Advantages Using Sloc Software Metric Examples
8 Product- and Process- Metrics. The advantage of SLOC. Manner, with which programming language, and how many SLOC a software. Source lines of code. Source lines of code (SLOC), also known as lines of code (LOC), is a software metric used to measure the size of a computer program by counting the number of lines in the text of the program's source code.
Ramones More Unreleased Tracks Rare. Source lines of code (LOC, SLOC, KLOC, LLOC) Project Code Meter Source lines of code Source lines of code (SLOC or LOC) is a software metric used to measure the size of a software program by counting the number of lines in the text of the program's source code. SLOC is typically used to predict the amount of effort that will be required to develop a program, as well as to estimate programming productivity or effort once the software is produced. Measurement methods There are two major types of SLOC measures: physical SLOC (LOC) and logical SLOC ().
Specific definitions of these two measures vary, but the most common definition of physical SLOC is a count of lines in the text of the program's source code including comment lines. Blank lines are also included unless the lines of code in a section consists of more than 25% blank lines. In this case blank lines in excess of 25% are not counted toward lines of code.
Logical LOC attempts to measure the number of 'statements', but their specific definitions are tied to specific computer languages (one simple logical LOC measure for C-like programming languages is the number of statement-terminating semicolons). It is much easier to create tools that measure physical SLOC, and physical SLOC definitions are easier to explain. However, physical SLOC measures are sensitive to logically irrelevant formatting and style conventions, while is less sensitive to formatting and style conventions. Unfortunately, SLOC measures are often stated without giving their definition, and logical LOC can often be significantly different from physical SLOC.
Consider this snippet of C code as an example of the ambiguity encountered when determining SLOC. 000100 IDENTIFICATION DIVISION. 000200 PROGRAM-ID. 000* 000500 ENVIRONMENT DIVISION. 000600 CONFIGURATION SECTION. 000700 SOURCE-COMPUTER. 000800 OBJECT-COMPUTER.
Examenes Matematicas 1 Eso Anaya Download on this page. 000 DATA DIVISION. 001100 FILE SECTION. 000 PROCEDURE DIVISION.
100 MAIN-LOGIC SECTION. 100300 BEGIN. 100400 DISPLAY ' ' LINE 1 POSITION 1 ERASE EOS. 100500 DISPLAY 'Hello world!'
LINE 15 POSITION 10. 100600 STOP RUN. 100700 MAIN-LOGIC-EXIT. Lines of code: 5 (excluding whitespace) Lines of code: 17 (excluding whitespace) Another increasingly common problem in comparing SLOC metrics is the difference between auto-generated and hand-written code. Modern software tools often have the capability to auto-generate enormous amounts of code with a few clicks of a mouse. For instance, GUI builders automatically generate all the source code for a GUI object simply by dragging an icon onto a workspace. The work involved in creating this code cannot reasonably be compared to the work necessary to write a device driver, for instance.

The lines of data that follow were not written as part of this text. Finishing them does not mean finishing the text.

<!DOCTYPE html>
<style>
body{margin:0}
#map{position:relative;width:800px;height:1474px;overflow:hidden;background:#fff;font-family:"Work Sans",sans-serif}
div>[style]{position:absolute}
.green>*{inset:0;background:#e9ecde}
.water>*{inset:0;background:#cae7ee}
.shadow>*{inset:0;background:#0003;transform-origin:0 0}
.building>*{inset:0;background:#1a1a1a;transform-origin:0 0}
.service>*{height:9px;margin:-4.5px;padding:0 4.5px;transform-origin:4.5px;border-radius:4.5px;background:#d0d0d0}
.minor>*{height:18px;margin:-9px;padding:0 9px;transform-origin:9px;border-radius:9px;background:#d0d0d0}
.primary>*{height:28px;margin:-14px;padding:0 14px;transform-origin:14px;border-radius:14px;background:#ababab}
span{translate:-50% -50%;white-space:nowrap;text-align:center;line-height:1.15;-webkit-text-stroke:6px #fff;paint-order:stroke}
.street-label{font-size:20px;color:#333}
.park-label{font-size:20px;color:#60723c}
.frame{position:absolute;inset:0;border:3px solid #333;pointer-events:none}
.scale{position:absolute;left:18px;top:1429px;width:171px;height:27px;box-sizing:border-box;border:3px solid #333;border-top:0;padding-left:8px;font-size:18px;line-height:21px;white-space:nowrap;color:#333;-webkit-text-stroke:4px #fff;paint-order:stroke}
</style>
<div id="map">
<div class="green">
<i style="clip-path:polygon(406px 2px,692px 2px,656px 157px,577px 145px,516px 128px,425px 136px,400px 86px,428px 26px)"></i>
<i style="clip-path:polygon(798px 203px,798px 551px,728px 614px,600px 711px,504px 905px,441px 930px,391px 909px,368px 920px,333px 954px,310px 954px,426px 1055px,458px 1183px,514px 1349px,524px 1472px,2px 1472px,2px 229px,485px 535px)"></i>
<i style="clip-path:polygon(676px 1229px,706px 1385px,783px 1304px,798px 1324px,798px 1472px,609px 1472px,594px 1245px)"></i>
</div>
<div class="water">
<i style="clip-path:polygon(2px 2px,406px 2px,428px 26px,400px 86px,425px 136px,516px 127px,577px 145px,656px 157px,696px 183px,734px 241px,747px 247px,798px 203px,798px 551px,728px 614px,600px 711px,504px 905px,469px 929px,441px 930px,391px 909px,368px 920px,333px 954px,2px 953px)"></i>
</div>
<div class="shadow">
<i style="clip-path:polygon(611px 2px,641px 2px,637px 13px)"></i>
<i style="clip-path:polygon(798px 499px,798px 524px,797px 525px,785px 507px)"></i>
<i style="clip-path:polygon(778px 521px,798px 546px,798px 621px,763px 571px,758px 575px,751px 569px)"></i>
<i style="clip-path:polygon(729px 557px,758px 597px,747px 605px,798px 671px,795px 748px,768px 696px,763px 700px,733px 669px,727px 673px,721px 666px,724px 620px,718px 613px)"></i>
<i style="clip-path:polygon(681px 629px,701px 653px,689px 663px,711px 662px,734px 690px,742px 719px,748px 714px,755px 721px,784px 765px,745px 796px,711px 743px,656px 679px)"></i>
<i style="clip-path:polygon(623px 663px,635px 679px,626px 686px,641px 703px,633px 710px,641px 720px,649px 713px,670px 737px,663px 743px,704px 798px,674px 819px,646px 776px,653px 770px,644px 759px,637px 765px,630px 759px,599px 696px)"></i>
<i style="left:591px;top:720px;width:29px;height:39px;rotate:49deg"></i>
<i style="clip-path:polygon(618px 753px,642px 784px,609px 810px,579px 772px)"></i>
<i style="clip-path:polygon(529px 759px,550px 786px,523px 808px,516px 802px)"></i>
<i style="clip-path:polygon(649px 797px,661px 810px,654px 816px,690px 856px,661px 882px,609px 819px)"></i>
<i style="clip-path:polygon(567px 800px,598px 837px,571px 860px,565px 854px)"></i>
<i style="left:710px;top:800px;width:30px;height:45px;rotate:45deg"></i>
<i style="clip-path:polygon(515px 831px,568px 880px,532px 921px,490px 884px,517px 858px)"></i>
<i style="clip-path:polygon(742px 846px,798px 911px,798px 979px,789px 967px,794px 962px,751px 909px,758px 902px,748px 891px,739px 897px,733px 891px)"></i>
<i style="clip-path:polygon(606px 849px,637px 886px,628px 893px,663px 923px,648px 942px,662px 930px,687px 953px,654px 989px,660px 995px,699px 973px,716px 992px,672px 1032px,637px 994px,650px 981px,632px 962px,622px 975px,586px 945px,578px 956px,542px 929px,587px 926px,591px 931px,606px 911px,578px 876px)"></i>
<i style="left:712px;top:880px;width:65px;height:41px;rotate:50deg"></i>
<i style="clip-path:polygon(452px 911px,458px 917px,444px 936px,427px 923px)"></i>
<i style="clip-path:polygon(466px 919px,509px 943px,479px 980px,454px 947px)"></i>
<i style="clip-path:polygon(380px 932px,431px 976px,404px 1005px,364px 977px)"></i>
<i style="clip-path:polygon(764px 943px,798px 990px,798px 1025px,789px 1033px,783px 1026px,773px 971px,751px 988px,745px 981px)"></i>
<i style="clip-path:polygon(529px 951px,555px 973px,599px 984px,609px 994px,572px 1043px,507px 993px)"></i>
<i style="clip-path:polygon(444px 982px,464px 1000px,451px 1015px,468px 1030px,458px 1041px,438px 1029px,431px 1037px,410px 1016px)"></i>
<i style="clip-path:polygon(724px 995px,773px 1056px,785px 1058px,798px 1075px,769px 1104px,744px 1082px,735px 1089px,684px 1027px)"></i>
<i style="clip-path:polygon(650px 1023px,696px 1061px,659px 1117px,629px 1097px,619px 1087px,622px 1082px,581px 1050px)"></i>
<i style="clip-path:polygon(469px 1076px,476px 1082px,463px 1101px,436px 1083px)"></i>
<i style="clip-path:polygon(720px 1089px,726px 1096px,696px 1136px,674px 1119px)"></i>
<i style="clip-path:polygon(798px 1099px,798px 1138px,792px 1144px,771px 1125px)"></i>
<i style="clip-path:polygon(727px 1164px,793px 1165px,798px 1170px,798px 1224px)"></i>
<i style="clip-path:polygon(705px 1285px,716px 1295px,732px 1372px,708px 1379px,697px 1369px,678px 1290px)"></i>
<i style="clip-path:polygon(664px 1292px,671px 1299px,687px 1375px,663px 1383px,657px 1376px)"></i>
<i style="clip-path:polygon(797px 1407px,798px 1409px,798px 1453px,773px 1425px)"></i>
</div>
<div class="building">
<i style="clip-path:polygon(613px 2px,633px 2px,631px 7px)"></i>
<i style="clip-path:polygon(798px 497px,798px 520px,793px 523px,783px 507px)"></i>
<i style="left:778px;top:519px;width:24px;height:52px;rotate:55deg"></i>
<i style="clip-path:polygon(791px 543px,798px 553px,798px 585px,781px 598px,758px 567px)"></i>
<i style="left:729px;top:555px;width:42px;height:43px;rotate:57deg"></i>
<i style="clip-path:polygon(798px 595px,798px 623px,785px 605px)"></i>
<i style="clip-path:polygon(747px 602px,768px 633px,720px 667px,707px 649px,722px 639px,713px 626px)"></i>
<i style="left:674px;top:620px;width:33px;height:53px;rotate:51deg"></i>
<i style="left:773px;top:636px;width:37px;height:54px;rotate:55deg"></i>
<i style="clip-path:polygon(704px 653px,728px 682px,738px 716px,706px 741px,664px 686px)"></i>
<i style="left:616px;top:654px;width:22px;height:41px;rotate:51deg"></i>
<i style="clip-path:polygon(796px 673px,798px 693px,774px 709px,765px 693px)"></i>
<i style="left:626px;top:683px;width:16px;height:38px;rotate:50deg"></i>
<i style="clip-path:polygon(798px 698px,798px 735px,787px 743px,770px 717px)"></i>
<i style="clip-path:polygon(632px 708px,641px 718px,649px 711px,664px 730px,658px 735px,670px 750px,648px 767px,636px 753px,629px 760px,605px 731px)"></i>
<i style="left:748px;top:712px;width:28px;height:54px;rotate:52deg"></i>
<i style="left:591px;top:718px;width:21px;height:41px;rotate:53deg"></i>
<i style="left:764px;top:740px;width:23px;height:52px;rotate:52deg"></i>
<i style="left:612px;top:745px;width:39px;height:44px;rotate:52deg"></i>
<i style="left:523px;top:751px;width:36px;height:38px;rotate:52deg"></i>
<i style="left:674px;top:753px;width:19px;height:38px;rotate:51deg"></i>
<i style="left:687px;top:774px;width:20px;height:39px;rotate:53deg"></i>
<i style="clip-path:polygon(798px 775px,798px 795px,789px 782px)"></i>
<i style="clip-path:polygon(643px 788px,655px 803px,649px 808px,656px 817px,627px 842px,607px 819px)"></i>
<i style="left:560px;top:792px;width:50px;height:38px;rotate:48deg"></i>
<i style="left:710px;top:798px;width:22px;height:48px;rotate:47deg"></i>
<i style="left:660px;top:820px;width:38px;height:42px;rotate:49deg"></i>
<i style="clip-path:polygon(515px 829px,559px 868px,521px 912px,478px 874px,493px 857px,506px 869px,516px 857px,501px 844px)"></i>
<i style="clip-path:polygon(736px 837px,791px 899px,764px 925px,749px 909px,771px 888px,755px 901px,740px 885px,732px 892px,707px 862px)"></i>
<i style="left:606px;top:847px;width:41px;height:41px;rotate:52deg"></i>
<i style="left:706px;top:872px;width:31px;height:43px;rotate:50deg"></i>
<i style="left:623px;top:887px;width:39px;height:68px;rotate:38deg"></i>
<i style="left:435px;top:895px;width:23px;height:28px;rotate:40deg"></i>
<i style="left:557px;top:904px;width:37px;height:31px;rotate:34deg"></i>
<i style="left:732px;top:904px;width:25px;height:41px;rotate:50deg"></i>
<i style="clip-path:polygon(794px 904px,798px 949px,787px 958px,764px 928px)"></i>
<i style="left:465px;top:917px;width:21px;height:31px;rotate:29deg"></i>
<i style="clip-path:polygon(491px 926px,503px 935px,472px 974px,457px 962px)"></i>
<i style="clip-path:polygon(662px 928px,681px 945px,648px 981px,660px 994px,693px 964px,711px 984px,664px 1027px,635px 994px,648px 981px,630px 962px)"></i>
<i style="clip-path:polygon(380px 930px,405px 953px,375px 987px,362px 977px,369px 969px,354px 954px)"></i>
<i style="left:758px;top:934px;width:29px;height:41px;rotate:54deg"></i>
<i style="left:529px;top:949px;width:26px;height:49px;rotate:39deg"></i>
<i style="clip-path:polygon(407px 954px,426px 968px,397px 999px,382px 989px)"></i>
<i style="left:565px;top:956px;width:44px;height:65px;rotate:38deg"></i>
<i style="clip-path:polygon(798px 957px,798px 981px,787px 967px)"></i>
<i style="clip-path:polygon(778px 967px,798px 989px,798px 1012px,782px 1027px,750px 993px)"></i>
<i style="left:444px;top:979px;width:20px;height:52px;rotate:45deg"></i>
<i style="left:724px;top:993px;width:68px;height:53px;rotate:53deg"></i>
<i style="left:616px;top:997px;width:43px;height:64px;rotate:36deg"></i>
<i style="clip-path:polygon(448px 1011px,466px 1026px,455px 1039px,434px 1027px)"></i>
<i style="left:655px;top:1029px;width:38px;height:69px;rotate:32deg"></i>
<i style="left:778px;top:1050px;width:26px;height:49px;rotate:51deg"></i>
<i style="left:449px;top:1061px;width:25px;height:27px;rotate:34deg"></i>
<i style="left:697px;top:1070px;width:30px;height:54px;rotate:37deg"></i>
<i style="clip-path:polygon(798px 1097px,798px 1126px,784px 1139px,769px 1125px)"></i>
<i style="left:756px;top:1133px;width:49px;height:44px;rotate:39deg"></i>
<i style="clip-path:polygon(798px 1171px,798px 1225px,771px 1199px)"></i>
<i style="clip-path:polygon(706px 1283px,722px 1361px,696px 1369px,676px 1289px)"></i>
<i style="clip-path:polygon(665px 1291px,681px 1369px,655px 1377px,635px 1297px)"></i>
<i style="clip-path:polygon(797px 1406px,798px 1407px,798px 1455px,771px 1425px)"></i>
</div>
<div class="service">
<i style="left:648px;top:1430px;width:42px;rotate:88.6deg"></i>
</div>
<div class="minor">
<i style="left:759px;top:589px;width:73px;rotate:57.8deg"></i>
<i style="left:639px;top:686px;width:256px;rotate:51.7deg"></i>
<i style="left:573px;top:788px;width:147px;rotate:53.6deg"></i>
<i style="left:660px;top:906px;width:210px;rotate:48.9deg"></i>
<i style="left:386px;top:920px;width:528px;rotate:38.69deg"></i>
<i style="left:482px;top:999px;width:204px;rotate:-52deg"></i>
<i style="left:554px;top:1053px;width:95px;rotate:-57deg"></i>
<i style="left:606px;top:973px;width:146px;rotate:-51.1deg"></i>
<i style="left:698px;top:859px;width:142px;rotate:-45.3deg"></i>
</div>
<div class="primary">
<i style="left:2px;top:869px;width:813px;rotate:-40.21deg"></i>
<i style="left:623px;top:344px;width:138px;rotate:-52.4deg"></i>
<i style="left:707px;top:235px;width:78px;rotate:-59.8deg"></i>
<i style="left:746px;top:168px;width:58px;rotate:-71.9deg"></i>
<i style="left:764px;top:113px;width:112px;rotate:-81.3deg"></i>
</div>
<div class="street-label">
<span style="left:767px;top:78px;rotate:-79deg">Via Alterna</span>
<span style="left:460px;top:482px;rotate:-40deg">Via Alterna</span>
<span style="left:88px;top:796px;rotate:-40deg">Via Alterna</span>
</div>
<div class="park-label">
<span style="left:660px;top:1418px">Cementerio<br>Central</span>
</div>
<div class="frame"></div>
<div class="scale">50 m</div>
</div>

By the same token, a hand-coded custom GUI class could easily be more demanding than a simple device driver; hence the shortcoming of this metric. There are several cost, schedule, and effort estimation models which use SLOC as an input parameter, including the widely-used series of models by Barry Boehm et al., PRICE Systems True S and Galorath's SEER-SEM.
While these models have shown good predictive power, they are only as good as the estimates (particularly the SLOC estimates) fed to them. Example According to Vincent Maraia [1 ], the SLOC values for various operating systems in Microsoft's Windows NT product line are as follows: Year Operating System SLOC (Million) 1993 Windows NT 3.1 4-5 [1 ] 1994 Windows NT 3.5 7-8 [1 ] 1996 Windows NT 4.0 11-12 [1 ] 2000 Windows 2000 more than 29 [1 ] 2001 Windows XP 40 [1 ] 2003 Windows Server 2003 50 [1 ] David A. Wheeler studied the Red Hat distribution of the Linux operating system, and reported that Red Hat Linux version 7.1 (released April 2001) contained over 30 million physical SLOC. He also extrapolated that, had it been developed by conventional proprietary means, it would have required about 8,000 person-years of development effort and would have cost over $1 billion (in year 2000 U.S. A similar study was later made of Debian Linux version 2.2 (also known as 'Potato'); this version of Linux was originally released in August 2000.